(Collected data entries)
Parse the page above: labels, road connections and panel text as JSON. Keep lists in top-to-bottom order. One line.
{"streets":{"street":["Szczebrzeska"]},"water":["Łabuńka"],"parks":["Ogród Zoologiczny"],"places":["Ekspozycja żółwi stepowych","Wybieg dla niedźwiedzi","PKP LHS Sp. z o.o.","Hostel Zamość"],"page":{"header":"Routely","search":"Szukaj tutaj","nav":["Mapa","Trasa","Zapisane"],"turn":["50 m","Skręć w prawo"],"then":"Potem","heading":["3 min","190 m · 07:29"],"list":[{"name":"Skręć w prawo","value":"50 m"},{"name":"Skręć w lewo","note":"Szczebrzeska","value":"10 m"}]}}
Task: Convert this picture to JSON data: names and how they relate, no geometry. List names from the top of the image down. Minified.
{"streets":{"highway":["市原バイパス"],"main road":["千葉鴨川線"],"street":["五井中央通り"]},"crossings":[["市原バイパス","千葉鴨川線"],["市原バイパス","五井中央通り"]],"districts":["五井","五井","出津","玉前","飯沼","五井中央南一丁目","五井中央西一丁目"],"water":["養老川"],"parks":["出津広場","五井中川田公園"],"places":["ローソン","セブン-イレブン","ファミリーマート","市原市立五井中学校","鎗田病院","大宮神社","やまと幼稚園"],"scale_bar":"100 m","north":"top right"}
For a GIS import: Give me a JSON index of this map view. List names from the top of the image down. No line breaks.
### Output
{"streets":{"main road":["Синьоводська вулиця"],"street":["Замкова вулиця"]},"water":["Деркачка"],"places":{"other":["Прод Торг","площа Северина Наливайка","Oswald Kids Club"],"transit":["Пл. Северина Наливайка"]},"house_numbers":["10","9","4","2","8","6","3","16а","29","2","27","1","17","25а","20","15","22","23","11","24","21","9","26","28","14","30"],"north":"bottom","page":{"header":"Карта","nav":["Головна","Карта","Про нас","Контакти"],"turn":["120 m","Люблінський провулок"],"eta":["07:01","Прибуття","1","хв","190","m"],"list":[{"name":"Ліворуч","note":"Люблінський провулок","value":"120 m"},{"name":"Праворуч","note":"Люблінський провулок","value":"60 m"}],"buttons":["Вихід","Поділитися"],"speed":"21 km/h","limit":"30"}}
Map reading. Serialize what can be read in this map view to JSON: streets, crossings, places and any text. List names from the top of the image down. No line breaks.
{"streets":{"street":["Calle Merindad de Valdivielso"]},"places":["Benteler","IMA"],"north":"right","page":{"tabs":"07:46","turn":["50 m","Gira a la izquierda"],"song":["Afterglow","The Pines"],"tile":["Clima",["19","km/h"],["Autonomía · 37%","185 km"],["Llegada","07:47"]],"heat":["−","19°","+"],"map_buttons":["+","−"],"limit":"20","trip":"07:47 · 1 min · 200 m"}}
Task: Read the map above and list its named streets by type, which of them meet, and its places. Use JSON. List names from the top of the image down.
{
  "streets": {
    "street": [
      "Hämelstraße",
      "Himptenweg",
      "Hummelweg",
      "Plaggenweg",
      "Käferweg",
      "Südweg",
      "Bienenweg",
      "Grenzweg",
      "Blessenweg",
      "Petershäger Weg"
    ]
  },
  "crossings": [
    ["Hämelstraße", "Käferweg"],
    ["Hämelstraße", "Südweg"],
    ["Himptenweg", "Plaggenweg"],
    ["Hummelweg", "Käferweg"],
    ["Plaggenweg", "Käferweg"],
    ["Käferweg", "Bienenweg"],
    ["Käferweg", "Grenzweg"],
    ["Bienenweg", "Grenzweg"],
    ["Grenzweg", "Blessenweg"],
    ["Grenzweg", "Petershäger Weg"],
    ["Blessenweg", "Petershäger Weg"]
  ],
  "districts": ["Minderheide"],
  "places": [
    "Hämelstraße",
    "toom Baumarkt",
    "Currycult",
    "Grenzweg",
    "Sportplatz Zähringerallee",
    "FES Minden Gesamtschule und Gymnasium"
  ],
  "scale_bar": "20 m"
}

• **EXERCISE REQUIREMENTS**: Beginning at the first line above, repeat exactly until the line containing "For a GIS import: Give", which is included.

• **YOUR SOLUTION**:
Parse the page above: labels, road connections and panel text as JSON. Keep lists in top-to-bottom order. One line.
{"streets":{"street":["Szczebrzeska"]},"water":["Łabuńka"],"parks":["Ogród Zoologiczny"],"places":["Ekspozycja żółwi stepowych","Wybieg dla niedźwiedzi","PKP LHS Sp. z o.o.","Hostel Zamość"],"page":{"header":"Routely","search":"Szukaj tutaj","nav":["Mapa","Trasa","Zapisane"],"turn":["50 m","Skręć w prawo"],"then":"Potem","heading":["3 min","190 m · 07:29"],"list":[{"name":"Skręć w prawo","value":"50 m"},{"name":"Skręć w lewo","note":"Szczebrzeska","value":"10 m"}]}}
Task: Convert this picture to JSON data: names and how they relate, no geometry. List names from the top of the image down. Minified.
{"streets":{"highway":["市原バイパス"],"main road":["千葉鴨川線"],"street":["五井中央通り"]},"crossings":[["市原バイパス","千葉鴨川線"],["市原バイパス","五井中央通り"]],"districts":["五井","五井","出津","玉前","飯沼","五井中央南一丁目","五井中央西一丁目"],"water":["養老川"],"parks":["出津広場","五井中川田公園"],"places":["ローソン","セブン-イレブン","ファミリーマート","市原市立五井中学校","鎗田病院","大宮神社","やまと幼稚園"],"scale_bar":"100 m","north":"top right"}
For a GIS import: Give me a JSON index of this map view. List names from the top of the image down. No line breaks.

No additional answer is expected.